WHAT YOU HAVE TO DO: Could you find every line in the records below that contains the word "lists" and copy it?

-------- DATA SUPPLIED --------

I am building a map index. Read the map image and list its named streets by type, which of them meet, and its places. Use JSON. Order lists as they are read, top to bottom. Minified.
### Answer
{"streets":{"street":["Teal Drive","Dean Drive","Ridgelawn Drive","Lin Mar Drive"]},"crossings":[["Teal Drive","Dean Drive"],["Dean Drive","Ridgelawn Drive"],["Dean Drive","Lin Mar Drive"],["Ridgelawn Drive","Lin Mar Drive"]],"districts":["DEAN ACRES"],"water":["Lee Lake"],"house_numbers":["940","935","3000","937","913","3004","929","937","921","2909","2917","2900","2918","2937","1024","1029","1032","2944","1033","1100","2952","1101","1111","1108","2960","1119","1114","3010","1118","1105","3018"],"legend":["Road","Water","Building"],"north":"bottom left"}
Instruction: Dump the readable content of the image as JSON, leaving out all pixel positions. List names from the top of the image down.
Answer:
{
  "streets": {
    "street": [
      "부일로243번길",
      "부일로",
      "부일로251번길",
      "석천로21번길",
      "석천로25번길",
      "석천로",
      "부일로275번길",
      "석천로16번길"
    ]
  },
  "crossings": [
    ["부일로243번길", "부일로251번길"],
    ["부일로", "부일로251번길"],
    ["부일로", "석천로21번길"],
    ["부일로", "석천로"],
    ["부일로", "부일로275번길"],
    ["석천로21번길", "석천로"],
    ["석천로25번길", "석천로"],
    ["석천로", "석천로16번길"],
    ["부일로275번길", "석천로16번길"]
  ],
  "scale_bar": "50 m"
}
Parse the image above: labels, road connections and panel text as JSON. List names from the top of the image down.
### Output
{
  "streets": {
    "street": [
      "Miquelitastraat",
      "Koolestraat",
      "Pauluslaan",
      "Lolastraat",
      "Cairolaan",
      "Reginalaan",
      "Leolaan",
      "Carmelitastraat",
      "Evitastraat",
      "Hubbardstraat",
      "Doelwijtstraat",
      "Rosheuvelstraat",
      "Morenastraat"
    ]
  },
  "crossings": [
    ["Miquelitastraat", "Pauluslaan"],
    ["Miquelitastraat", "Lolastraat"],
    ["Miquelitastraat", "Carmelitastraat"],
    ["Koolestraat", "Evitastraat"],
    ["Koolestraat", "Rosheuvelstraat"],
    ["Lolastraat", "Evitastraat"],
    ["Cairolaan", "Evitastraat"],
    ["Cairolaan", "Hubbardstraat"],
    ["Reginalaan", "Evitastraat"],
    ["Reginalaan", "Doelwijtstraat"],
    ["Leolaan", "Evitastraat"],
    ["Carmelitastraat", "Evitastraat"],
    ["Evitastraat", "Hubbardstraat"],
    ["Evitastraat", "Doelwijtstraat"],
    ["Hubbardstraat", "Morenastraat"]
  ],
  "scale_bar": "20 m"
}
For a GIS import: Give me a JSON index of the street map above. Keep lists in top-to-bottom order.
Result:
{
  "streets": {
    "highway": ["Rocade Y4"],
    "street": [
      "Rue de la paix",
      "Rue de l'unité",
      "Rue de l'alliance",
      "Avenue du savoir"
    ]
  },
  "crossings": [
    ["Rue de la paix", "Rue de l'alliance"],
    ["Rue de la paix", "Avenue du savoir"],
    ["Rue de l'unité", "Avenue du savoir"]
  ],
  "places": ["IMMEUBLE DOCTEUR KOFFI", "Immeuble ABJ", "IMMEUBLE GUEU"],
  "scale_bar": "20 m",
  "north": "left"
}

--------

EXERCISE OUTPUT:
I am building a map index. Read the map image and list its named streets by type, which of them meet, and its places. Use JSON. Order lists as they are read, top to bottom. Minified.
For a GIS import: Give me a JSON index of the street map above. Keep lists in top-to-bottom order.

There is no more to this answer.